An interchain disulfide bridge is formed between the cysteine amide and the mercaptopropionyl moieties. Chemically it is N6 -(aminoiminomethyl)-N2 -(3-mercapto 1-oxopropyl-L-lysylglycyl-L-α-aspartyl-L-tryptophyl-L-prolyl-L-cysteinamide, cyclic (1→6) disulfide.
Eptifibatide binds to the platelet receptor glycoprotein (GP) IIb/IIIa of human platelets and inhibits platelet aggregation. The eptifibatide peptide is produced by solution-phase peptide synthesis, and is purified by preparative reverse-phase liquid chromatography and lyophilized. The structural formula is:
CLINICAL PHARMACOLOGY
Mechanism of Action:
Eptifibatide reversibly inhibits platelet aggregation by preventing the binding of fibrinogen, von Willebrand factor, and other adhesive ligands to GP IIb/IIIa. When administered intravenously, eptifibatide inhibits ex vivo platelet aggregation in a dose- and concentration-dependent manner.
Platelet aggregation inhibition is reversible following cessation of the eptifibatide infusion; this is thought to result from dissociation of eptifibatide from the platelet.
Pharmacodynamics:
Infusion of eptifibatide into baboons caused a dose-dependent inhibition of ex vivo platelet aggregation, with complete inhibition of aggregation achieved at infusion rates greater than 5.0 mcg/kg/min. In a baboon model that is refractory to aspirin and heparin, doses of eptifibatide that inhibit aggregation prevented acute thrombosis with only a modest prolongation (2- to 3 fold) of the bleeding time. Platelet aggregation in dogs was also inhibited by infusions of eptifibatide, with complete inhibition at 2.0 mcg/kg/min.
This infusion dose completely inhibited canine coronary thrombosis induced by coronary artery injury (Folts model).

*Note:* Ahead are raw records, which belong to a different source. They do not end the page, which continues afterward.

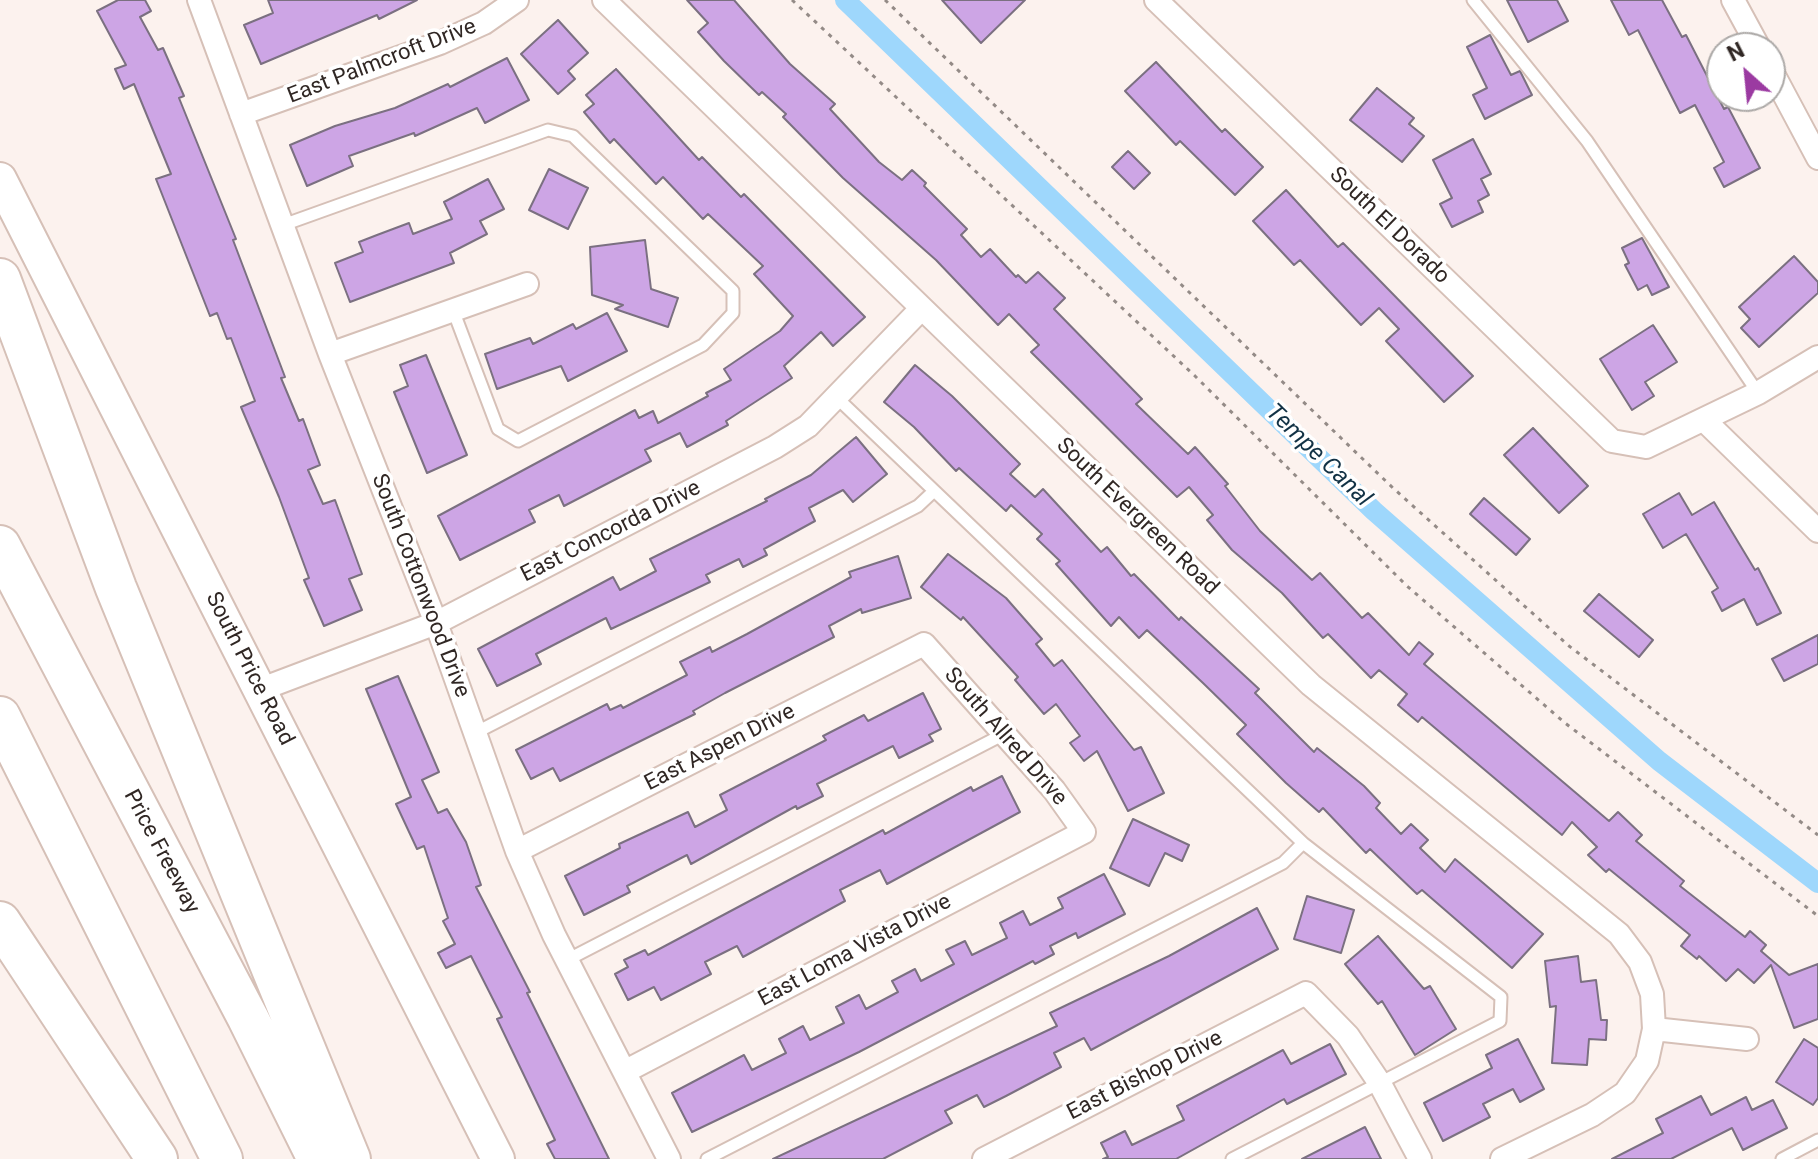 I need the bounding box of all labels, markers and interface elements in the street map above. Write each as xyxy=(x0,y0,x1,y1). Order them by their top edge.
street label: East Palmcroft Drive xyxy=(284,14,480,110)
north arrow xyxy=(1706,32,1786,112)
text: N xyxy=(1723,37,1748,67)
street label: South El Dorado xyxy=(1323,162,1455,290)
water label: Tempe Canal xyxy=(1259,398,1377,514)
street label: South Evergreen Road xyxy=(1050,433,1224,601)
street label: South Cottonwood Drive xyxy=(365,471,475,701)
street label: East Concorda Drive xyxy=(517,475,705,589)
street label: South Price Road xyxy=(199,588,299,750)
street label: South Allred Drive xyxy=(938,663,1072,811)
street label: East Aspen Drive xyxy=(640,699,800,797)
street label: Price Freeway xyxy=(117,786,205,918)
street label: East Loma Vista Drive xyxy=(754,889,956,1013)
street label: East Bishop Drive xyxy=(1063,1025,1227,1127) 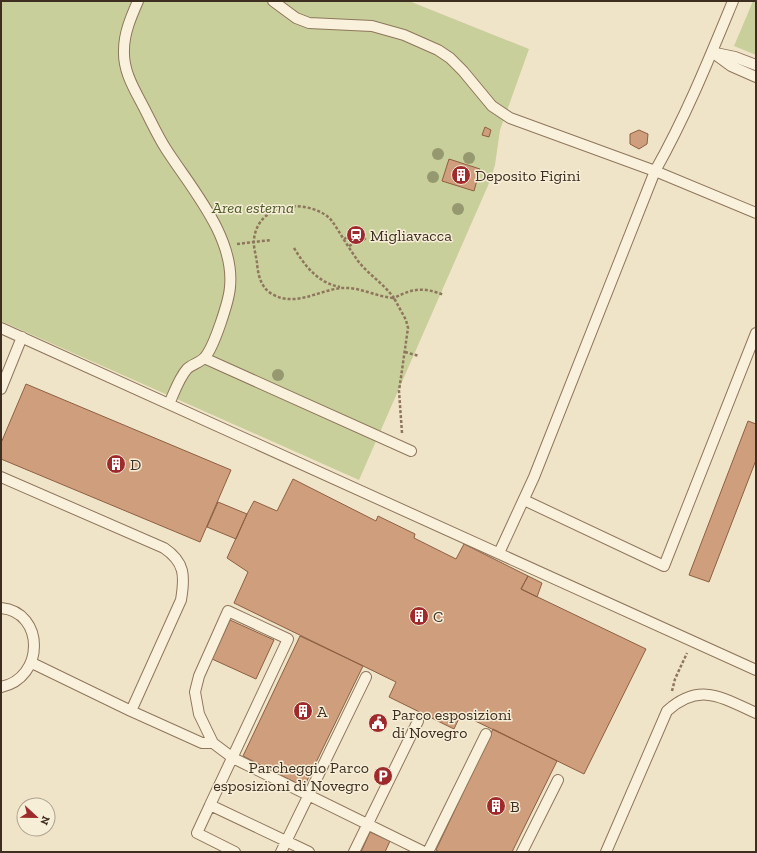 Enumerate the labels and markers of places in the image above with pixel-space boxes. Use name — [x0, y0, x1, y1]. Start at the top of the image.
building icon: Deposito Figini — [450, 164, 472, 186]
place label: Deposito Figini — [475, 166, 581, 185]
station icon: Migliavacca — [345, 224, 367, 246]
place label: Migliavacca — [370, 226, 452, 245]
building icon: D — [105, 453, 127, 475]
place label: D — [130, 455, 141, 474]
building icon: C — [408, 605, 430, 627]
place label: C — [433, 607, 443, 626]
building icon: A — [292, 700, 314, 722]
place label: A — [317, 702, 328, 721]
place label: Parco esposizioni di Novegro — [392, 705, 512, 742]
public building icon: Parco esposizioni di Novegro — [367, 712, 389, 734]
place label: Parcheggio Parco esposizioni di Novegro — [213, 758, 369, 795]
parking icon: Parcheggio Parco esposizioni di Novegro — [372, 765, 394, 787]
building icon: B — [485, 795, 507, 817]
place label: B — [510, 797, 520, 816] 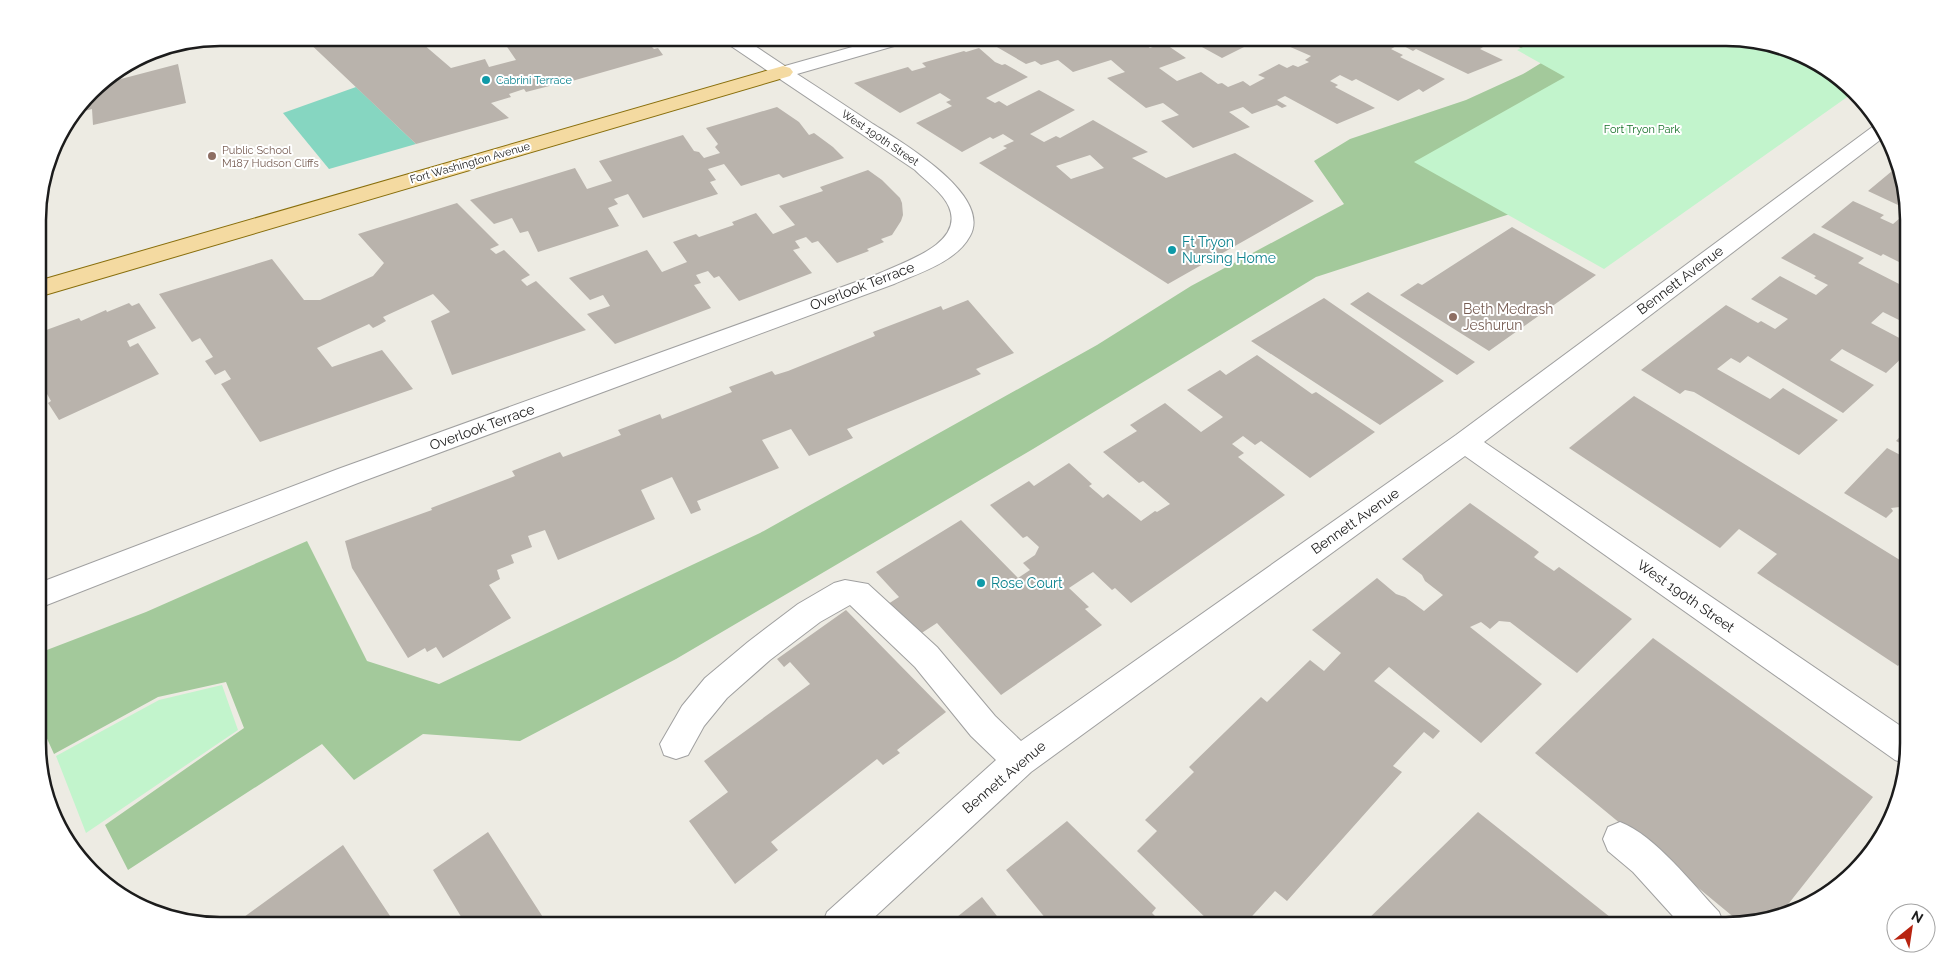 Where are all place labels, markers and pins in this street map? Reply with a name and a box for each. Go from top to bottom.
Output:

Human pharmacodynamic data were obtained in healthy subjects and in patients presenting with unstable angina (UA) or non-ST-segment elevation myocardial infarction (NSTEMI) and/or undergoing percutaneous coronary interventions. Studies in healthy subjects enrolled only males; patient studies enrolled approximately one-third women. In these studies, eptifibatide inhibited ex vivo platelet aggregation induced by adenosine diphosphate (ADP) and other agonists in a dose- and concentration-dependent manner.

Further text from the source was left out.